Clima e Floresta – Mesmo contando com recomendação do Conselho Nacional do Meio Ambiente (Conama), a sansão do decreto de criação da ZEE da BR 163 causou polêmica por reduzir o tamanho da Reserva Legal na região. Por que essa medida foi adotada?

Ortega – Durante a análise no Conama houve questionamento do Ministério Público Federal, mas é importante criar brechas para que produtores que estão irregulares possam se regularizar, ao mesmo tempo em que se garanta os remanescentes que existem. Esse instrumento pode ser importante para mostrar que é possível fazer o que já se diz em tese: que não é necessário desmatar mais na Amazônia, mas intensificar o uso onde já foi desmatado. Recuperar 50% da área para Reserva Legal abre possibilidade para isso.

André Lima – O que o ZEE da BR 163 fez foi o que está previsto na Lei e que deve ser feito para destampar a panela de pressão sobre nossa legislação florestal. O Código Florestal permite a redução para até 50% em áreas já abertas no caso do zoneamento ecológico econômico identificar que a área é apta à agropecuária.

Clima e Floresta – Mas como a diminuição da Reserva Legal pode possibilitar a recuperação ambiental e o aumento da área florestal?

Ortega – A exceção só vale para área que já estava desmatada. Aqueles produtores que teriam que recompor 80%, vão recuperar 50%. Esse instrumento não pode ser aplicado para novos desmatamentos, só os anteriores a 2006. É para evitar que se abram novas áreas.

Lima – O impacto do ZEE da BR 163 em termos de redução da RL é de cerca de 1% de todo o território do Estado. Ou seja, é muito pequeno ou quase nulo do ponto de vista ambiental, mas de importância fundamental do ponto de vista socioeconômico. Isso porque o que reduziu foi a obrigação de recuperar de 80% para, no mínimo, 50%, e não criar possibilidade de novos desmatamentos. O lado socioeconômico vai beneficiar fundamentalmente pequenos produtores rurais e assentamentos ao longo da BR 163 e da Transamazônica, que já terão enorme dificuldade em recompor os 50%, em áreas que foram desmatadas, na maior parte dos casos, há mais de dez anos.

Clima e Floresta – Como estão os processos de ZEE no restante da Amazônia?

Ortega – Toda iniciativa de ZEE na Amazônia é um passo importante, mas poucos estão concluídos. Apenas Acre e Rondônia terminaram todas as etapas até o decreto presidencial reconhecido. No Pará, só o da região da BR 163 teve o processo concluído. A parte leste do Estado já tem a lei aprovada, mas falta passar pelo Conama e pelo reconhecimento da presidência da República.

Lima – É importante lembrar, ainda, que o ZEE da BR 163 foi mais conservador do que os ZEEs anteriormente aprovados pelo Conama e homologados pelo presidente da República. Isso porque, no ZEE da BR 163 foi permitido regularizar desmatamentos ocorridos há, no máximo, quatro anos, enquanto nos ZEEs do Acre e de Rondônia podem ser regularizados desmatamento ocorridos até a aprovação dos ZEEs nas assembleias legislativas.

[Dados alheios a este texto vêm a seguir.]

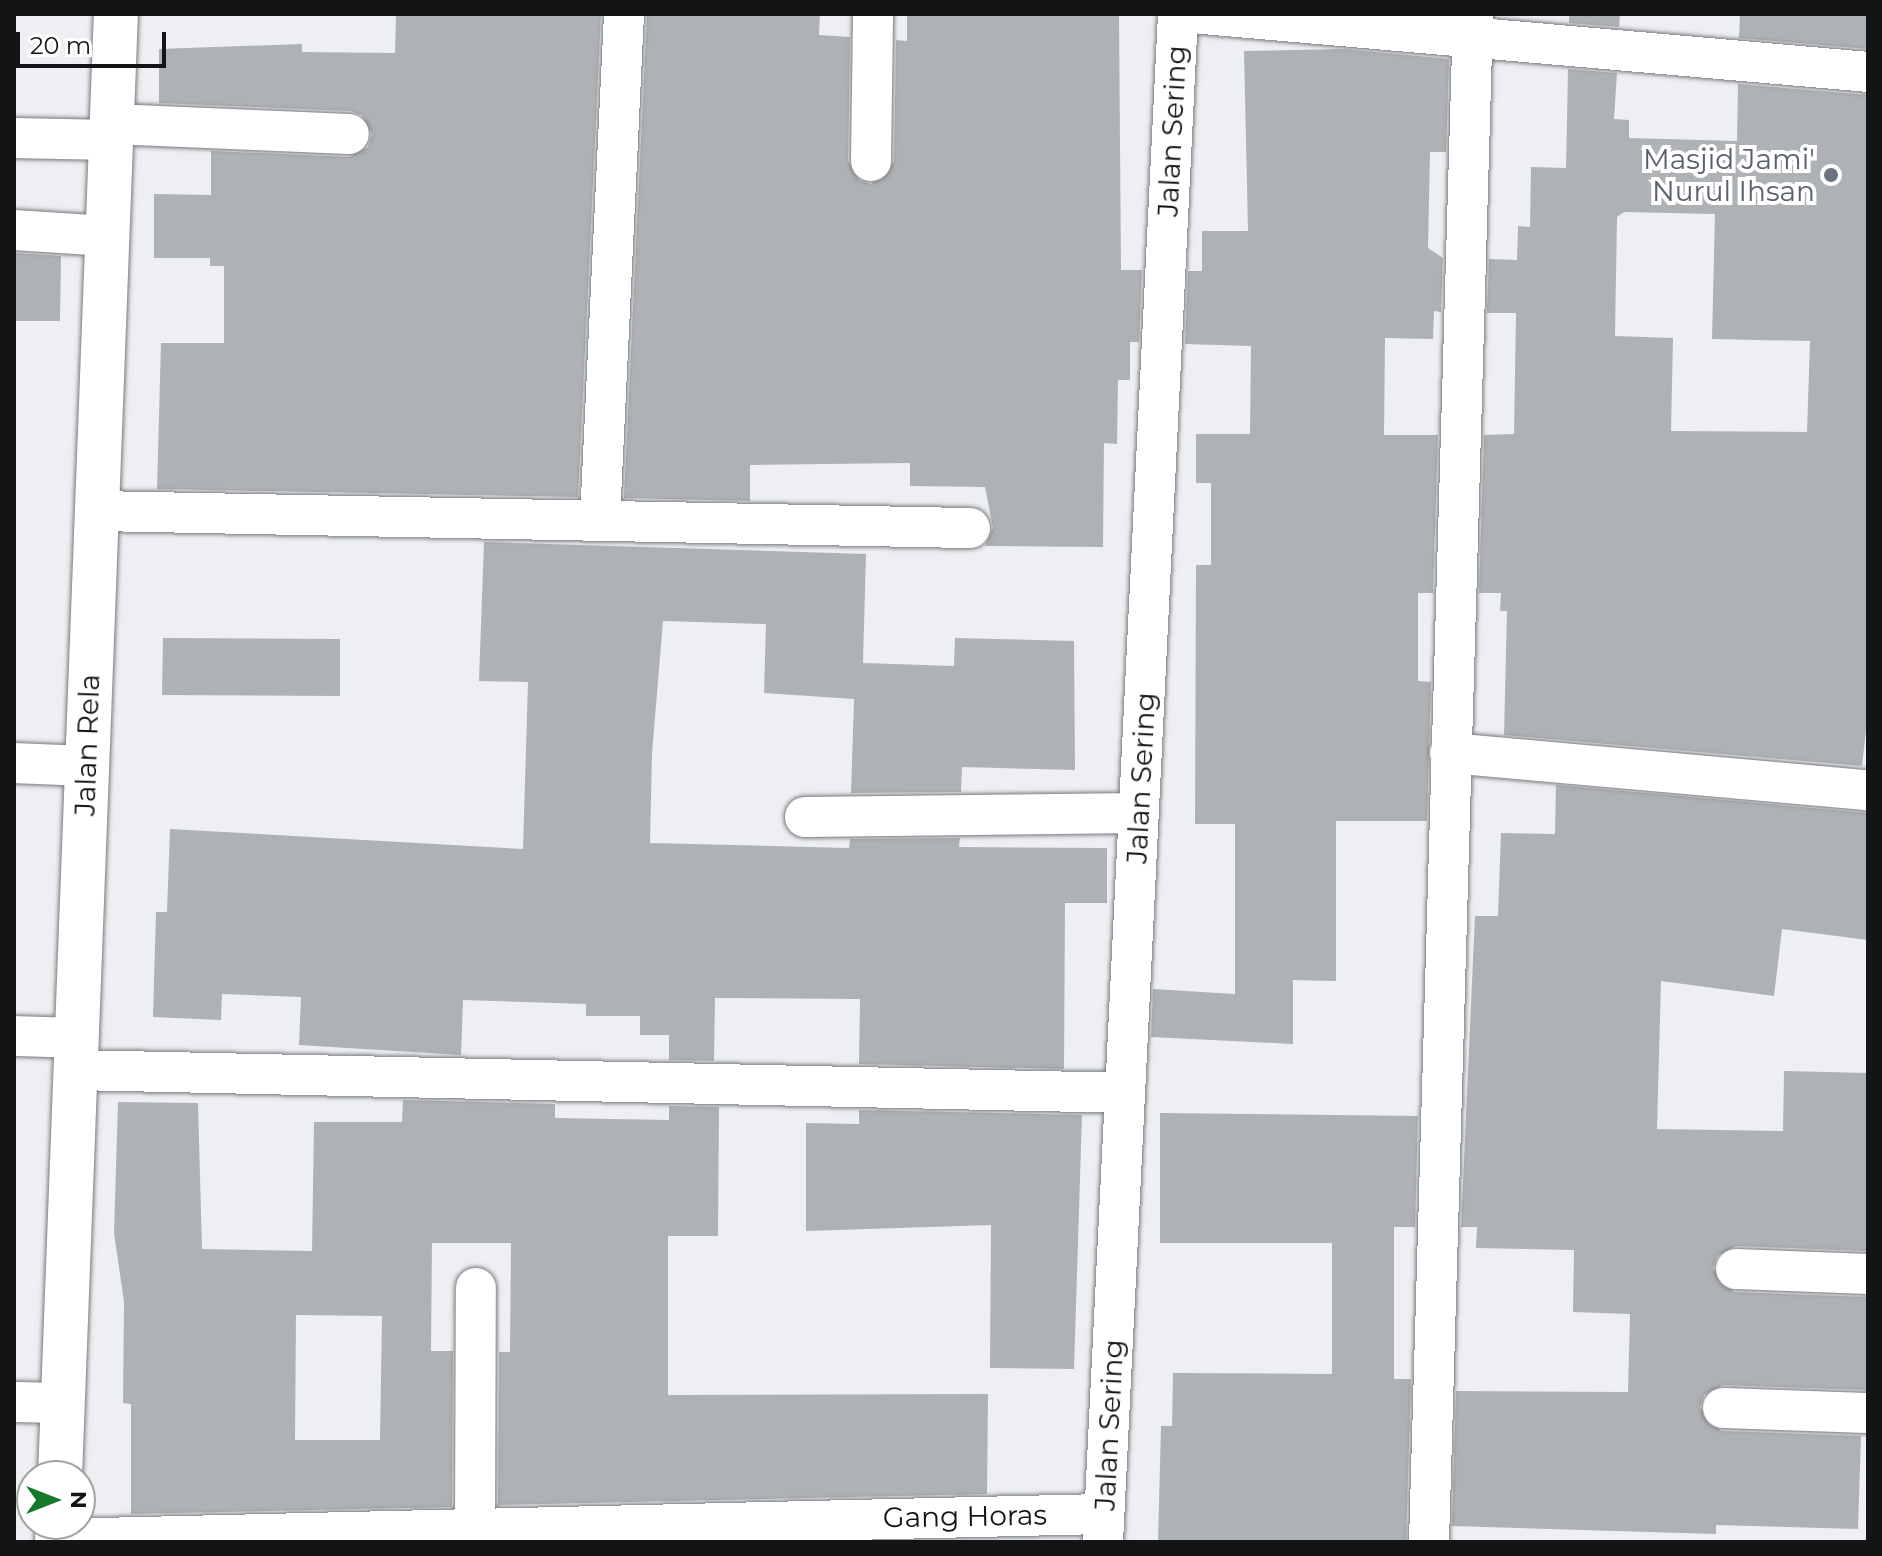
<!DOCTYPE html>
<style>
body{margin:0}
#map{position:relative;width:1882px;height:1556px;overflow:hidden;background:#edeff3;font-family:Montserrat,sans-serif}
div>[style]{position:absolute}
.building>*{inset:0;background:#afb2b5}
.roads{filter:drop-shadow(0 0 2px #787a7e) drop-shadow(0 0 2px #787a7e)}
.minor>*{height:40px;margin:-20px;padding:0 20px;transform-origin:20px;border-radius:20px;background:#fff}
.tertiary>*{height:44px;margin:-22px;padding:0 22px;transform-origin:22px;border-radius:22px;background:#fff}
.dots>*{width:22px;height:22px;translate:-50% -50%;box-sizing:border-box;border:4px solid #fff;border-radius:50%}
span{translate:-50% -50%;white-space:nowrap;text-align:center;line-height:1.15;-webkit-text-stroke:8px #fff;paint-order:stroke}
.street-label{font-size:28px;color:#131416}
.worship-label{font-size:28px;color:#5b616d}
.right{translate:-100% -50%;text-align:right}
.frame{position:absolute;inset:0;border:16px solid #131416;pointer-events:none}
.north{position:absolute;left:16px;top:1460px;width:80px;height:80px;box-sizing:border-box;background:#fff;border:2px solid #a1a1a2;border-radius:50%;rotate:90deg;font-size:22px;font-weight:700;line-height:32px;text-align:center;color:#131416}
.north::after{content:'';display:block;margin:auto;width:28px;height:36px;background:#15792a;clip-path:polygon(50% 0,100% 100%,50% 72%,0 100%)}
.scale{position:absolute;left:16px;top:32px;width:150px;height:36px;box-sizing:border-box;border:4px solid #131416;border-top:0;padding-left:10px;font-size:24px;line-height:28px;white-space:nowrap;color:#131416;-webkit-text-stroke:6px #fff;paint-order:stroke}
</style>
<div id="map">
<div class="building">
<i style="clip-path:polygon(396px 14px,601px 14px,578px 497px,157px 489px,161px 343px,224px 343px,224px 266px,210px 266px,210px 258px,154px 258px,154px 194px,211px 195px,211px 151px,349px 157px,368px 147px,372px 134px,362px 115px,350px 111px,159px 103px,159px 49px,302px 44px,302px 52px,395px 53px)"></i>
<i style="clip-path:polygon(647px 14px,820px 14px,819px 35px,850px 37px,848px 161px,859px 180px,871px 184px,894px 162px,896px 40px,907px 41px,907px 14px,1119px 14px,1121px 270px,1142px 270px,1139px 342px,1130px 342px,1130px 380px,1118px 380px,1117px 444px,1104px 443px,1103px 547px,985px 546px,993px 528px,985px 487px,910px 486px,910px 463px,750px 465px,750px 501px,624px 498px)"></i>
<i style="clip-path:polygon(1569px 14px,1620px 14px,1619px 27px,1569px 23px)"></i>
<i style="clip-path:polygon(1740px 14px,1868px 14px,1868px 49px,1739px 38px)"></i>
<i style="clip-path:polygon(1343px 49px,1449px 59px,1446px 152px,1430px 152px,1428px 248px,1443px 258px,1441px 312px,1434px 311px,1433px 339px,1385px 338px,1384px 435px,1438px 435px,1433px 593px,1418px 593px,1418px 681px,1431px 682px,1427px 821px,1336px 821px,1336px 981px,1293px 980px,1293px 1044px,1151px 1037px,1153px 989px,1235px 994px,1235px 824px,1195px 824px,1196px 565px,1211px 565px,1211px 483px,1196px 483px,1196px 434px,1250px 434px,1251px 346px,1185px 344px,1188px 271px,1202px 271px,1202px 231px,1248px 231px,1244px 51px)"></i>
<i style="clip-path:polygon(evenodd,1568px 69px,1617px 73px,1614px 119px,1629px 120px,1629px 138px,1737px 141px,1738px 84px,1868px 95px,1868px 712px,1862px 766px,1504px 735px,1507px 611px,1500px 611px,1501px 593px,1479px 593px,1484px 435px,1514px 434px,1516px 313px,1487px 313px,1489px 259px,1517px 260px,1518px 226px,1530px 227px,1531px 167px,1566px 168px,1568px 69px,1624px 212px,1715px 214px,1712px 339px,1810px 341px,1807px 432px,1671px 431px,1673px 338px,1615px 336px,1617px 217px,1624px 212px)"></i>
<i style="clip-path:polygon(14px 253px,61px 256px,60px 321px,14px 321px)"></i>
<i style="clip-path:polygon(484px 542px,866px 554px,863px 663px,954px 666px,955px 638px,1074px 641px,1075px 770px,962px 767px,961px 792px,851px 793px,854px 699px,764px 693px,766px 624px,663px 621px,652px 753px,650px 843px,849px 848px,850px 839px,960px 838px,959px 847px,1107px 848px,1107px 903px,1065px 903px,1064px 1069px,859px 1064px,860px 999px,715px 998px,714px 1061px,669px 1060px,669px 1035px,640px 1035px,640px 1016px,586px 1016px,586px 1004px,463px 1000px,461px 1055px,299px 1045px,301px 997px,222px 994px,221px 1020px,153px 1017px,156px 912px,167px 912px,170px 829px,523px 849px,528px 682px,479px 681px)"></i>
<i style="clip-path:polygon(163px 638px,340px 639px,340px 696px,162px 695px)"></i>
<i style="clip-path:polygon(1556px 785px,1868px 813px,1868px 940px,1782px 929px,1774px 996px,1661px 981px,1657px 1129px,1783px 1131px,1784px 1071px,1868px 1073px,1868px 1251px,1736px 1246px,1717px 1256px,1713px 1269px,1734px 1292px,1868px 1297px,1868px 1390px,1723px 1385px,1704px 1395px,1700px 1408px,1721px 1431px,1861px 1436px,1858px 1529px,1716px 1525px,1716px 1534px,1452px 1526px,1456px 1391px,1628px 1392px,1630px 1314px,1573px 1312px,1574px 1250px,1476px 1248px,1477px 1227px,1461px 1227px,1475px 916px,1498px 916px,1501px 833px,1555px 834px)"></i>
<i style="clip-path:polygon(evenodd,403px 1100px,555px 1104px,555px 1118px,669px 1120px,669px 1106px,719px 1107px,718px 1236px,668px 1236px,668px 1395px,988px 1394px,987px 1494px,498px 1505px,499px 1352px,510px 1352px,511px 1243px,432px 1243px,431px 1351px,453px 1351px,452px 1507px,131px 1514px,131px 1404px,123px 1403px,124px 1302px,114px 1233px,118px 1102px,198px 1103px,202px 1249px,312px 1251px,314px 1122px,402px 1122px,403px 1100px,296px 1315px,382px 1316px,380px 1440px,295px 1440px,296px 1315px)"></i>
<i style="clip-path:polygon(859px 1110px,1082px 1115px,1074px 1369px,990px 1368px,991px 1225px,806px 1231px,806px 1123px,859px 1124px)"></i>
<i style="clip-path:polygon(1160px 1113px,1418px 1116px,1415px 1227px,1394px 1227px,1394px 1379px,1411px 1379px,1406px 1542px,1158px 1542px,1161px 1426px,1172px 1426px,1173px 1373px,1332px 1374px,1332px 1243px,1160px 1243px)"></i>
</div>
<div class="roads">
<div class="minor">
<i style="left:1203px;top:14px;width:668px;rotate:4.98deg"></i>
<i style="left:112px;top:124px;width:237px;rotate:2.4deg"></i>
<i style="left:14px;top:138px;width:97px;rotate:1.2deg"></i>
<i style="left:871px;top:161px;width:147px;rotate:-89.2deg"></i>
<i style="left:14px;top:230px;width:93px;rotate:3.7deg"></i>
<i style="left:97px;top:511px;width:873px;rotate:1.12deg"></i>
<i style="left:600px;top:519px;width:506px;rotate:-87.28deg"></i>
<i style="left:1450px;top:753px;width:420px;rotate:5.1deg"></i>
<i style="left:14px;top:763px;width:72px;rotate:2.4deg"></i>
<i style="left:805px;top:817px;width:334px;rotate:-0.7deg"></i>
<i style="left:14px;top:1036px;width:62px;rotate:1.8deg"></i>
<i style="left:75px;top:1070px;width:1050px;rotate:1.25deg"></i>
<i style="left:1736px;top:1269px;width:132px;rotate:2.2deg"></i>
<i style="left:14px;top:1402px;width:48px;rotate:1.2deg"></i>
<i style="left:1723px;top:1408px;width:145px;rotate:2deg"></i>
<i style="left:475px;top:1526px;width:238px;rotate:-89.8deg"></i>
<i style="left:57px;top:1539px;width:1047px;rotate:-1.37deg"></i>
<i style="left:1103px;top:1542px;width:1530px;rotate:-87.19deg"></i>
<i style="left:1429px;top:1542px;width:1529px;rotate:-88.35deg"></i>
</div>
<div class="tertiary">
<i style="left:60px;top:1476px;width:1463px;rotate:-87.81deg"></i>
<i style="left:57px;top:1542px;width:18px;rotate:-87deg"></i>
</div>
</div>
<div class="dots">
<i style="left:1831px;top:175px;background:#6b7280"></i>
</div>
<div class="street-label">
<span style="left:1172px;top:131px;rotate:-87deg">Jalan Sering</span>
<span style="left:87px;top:745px;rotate:-88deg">Jalan Rela</span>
<span style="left:1141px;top:778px;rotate:-87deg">Jalan Sering</span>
<span style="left:1109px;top:1425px;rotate:-87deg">Jalan Sering</span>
<span style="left:965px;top:1516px;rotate:-1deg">Gang Horas</span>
</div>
<div class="worship-label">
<span class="right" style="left:1815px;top:175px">Masjid Jami'<br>Nurul Ihsan</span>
</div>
<div class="frame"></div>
<div class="north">N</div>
<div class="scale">20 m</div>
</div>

O ZEE da BR 163 é um modelo interessante a ser seguido.

Clima e Floresta – E como é possível garantir os resultados do zoneamento?

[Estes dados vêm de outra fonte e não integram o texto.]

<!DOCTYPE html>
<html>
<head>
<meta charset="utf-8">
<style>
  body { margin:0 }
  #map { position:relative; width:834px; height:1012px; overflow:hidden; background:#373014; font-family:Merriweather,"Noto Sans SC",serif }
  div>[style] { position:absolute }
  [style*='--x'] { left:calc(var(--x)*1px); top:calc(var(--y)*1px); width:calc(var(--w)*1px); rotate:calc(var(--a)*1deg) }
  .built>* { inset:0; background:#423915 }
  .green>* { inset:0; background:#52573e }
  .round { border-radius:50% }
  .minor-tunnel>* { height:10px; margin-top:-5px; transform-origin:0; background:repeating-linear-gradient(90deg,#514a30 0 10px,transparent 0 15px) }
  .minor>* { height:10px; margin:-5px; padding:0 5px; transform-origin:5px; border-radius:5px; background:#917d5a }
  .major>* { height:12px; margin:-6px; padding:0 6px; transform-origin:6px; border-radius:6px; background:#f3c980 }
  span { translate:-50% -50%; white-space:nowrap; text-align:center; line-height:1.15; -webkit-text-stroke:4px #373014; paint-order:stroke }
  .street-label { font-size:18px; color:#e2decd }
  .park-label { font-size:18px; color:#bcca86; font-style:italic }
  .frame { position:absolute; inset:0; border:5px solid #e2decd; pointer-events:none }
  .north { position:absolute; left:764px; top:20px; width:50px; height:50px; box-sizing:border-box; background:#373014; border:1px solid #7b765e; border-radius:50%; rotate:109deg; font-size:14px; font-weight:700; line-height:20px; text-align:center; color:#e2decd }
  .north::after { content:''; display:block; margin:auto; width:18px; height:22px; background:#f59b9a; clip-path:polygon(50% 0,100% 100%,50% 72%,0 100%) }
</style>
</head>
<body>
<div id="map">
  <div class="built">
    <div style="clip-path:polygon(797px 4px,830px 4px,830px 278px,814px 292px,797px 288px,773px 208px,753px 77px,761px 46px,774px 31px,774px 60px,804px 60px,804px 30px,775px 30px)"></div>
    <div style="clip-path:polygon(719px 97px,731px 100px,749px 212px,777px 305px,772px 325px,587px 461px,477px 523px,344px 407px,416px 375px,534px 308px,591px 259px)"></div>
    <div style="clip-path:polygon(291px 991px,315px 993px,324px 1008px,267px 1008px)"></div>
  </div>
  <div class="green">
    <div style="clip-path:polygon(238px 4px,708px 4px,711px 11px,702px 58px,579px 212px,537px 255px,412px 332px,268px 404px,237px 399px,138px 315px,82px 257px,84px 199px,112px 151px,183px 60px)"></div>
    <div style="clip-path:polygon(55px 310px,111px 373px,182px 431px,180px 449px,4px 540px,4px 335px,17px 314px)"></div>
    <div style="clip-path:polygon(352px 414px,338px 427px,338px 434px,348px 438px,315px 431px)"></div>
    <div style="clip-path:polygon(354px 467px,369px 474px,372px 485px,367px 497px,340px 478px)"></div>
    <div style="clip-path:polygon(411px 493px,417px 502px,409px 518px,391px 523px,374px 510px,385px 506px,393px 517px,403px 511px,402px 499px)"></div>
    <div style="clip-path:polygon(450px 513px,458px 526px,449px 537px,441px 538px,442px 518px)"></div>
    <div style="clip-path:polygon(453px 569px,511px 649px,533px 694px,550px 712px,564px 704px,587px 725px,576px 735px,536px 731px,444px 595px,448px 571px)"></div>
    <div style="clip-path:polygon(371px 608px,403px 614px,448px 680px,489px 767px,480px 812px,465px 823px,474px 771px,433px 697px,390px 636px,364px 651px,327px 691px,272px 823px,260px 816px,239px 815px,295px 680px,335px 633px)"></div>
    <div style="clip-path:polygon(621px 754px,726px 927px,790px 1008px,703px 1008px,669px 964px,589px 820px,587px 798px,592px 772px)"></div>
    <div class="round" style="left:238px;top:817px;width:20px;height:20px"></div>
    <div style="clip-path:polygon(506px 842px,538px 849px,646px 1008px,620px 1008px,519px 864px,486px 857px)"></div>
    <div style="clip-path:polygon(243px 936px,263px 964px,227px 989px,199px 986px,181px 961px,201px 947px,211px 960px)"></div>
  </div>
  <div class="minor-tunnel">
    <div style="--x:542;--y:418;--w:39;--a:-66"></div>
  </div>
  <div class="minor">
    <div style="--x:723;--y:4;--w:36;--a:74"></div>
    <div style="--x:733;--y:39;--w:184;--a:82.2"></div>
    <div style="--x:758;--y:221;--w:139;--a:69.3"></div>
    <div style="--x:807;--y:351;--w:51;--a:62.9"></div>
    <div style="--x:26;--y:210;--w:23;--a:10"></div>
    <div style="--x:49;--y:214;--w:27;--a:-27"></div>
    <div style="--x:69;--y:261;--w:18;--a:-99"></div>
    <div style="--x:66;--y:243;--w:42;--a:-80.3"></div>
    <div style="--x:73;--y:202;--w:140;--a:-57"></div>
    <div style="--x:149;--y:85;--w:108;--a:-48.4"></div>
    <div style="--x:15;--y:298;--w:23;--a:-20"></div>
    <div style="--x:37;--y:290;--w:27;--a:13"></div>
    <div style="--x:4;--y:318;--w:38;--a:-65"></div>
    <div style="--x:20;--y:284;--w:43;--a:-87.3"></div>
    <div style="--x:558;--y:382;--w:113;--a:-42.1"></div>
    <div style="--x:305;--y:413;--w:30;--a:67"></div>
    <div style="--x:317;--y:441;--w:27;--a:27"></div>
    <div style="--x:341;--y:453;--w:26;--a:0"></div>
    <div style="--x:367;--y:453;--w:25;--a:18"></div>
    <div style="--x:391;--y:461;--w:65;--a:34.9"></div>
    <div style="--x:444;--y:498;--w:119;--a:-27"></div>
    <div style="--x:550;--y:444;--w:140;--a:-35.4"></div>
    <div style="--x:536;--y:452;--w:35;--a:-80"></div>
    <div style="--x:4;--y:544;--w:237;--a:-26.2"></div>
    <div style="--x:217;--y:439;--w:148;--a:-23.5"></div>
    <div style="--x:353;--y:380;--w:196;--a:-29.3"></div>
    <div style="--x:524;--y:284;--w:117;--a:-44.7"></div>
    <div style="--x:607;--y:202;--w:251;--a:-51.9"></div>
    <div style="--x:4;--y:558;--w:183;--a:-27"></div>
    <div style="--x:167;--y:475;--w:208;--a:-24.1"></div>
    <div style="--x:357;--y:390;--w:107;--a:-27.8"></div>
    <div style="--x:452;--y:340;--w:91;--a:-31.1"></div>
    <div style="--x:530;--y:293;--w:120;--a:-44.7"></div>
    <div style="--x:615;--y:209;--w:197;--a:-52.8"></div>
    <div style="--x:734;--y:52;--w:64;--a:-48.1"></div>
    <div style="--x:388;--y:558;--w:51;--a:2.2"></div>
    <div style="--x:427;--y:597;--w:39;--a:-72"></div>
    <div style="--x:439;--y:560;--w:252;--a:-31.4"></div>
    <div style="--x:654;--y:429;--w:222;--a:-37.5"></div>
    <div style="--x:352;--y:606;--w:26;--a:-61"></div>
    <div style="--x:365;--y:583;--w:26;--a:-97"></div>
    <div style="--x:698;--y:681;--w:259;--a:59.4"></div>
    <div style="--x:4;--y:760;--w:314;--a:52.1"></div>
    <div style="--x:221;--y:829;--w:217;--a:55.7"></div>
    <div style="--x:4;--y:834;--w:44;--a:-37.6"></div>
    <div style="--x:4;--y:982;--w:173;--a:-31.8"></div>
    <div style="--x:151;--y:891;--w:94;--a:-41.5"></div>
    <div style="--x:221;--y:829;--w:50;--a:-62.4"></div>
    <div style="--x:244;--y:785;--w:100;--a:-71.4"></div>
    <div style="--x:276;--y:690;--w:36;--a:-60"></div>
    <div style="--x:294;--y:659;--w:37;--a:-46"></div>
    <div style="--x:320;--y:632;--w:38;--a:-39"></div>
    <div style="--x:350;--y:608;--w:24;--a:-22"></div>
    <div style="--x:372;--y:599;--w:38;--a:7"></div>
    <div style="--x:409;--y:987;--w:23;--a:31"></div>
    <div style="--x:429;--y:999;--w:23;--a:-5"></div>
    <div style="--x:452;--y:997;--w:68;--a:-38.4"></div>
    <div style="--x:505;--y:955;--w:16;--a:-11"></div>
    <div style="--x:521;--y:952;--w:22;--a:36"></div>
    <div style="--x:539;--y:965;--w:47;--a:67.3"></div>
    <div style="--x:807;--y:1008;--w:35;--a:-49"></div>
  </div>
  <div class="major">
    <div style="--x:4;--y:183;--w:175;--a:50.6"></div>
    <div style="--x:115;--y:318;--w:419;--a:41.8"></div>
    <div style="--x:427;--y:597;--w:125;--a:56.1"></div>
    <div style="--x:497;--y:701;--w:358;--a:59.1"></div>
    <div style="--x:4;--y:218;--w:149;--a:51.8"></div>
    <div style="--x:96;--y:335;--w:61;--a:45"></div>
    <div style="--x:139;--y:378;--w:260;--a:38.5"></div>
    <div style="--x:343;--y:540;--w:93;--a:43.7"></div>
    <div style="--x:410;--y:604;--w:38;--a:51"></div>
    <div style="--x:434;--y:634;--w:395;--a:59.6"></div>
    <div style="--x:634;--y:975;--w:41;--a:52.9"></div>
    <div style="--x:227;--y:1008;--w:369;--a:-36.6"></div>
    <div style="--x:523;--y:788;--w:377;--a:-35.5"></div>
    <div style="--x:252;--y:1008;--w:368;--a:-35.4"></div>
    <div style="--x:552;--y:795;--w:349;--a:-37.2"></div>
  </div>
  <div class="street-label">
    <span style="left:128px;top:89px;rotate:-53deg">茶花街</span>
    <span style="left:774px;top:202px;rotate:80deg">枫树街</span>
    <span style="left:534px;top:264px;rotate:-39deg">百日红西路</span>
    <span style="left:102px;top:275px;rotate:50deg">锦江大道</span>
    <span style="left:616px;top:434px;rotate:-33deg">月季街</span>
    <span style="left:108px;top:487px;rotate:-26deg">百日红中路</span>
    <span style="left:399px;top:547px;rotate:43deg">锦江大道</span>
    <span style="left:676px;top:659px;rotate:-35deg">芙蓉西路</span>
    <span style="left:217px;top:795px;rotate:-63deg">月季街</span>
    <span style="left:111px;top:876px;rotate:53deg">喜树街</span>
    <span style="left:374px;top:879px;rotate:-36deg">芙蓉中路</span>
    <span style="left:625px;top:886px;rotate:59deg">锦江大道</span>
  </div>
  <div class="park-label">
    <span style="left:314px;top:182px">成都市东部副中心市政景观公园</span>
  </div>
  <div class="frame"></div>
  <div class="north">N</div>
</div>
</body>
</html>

Lima – É fundamental observarmos os impactos do ZEE na dinâmica dos desmatamentos, para saber se ele de fato vai incentivar políticas para a intensificação da produção nas áreas abertas, a regularização fundiária e ambiental das propriedades rurais e a melhoria das condições socioeconômicas e ambientais das populações. Um monitoramento independente de indicadores socioambientais e econômicos é recomendado para a região abrangida pelo ZEE.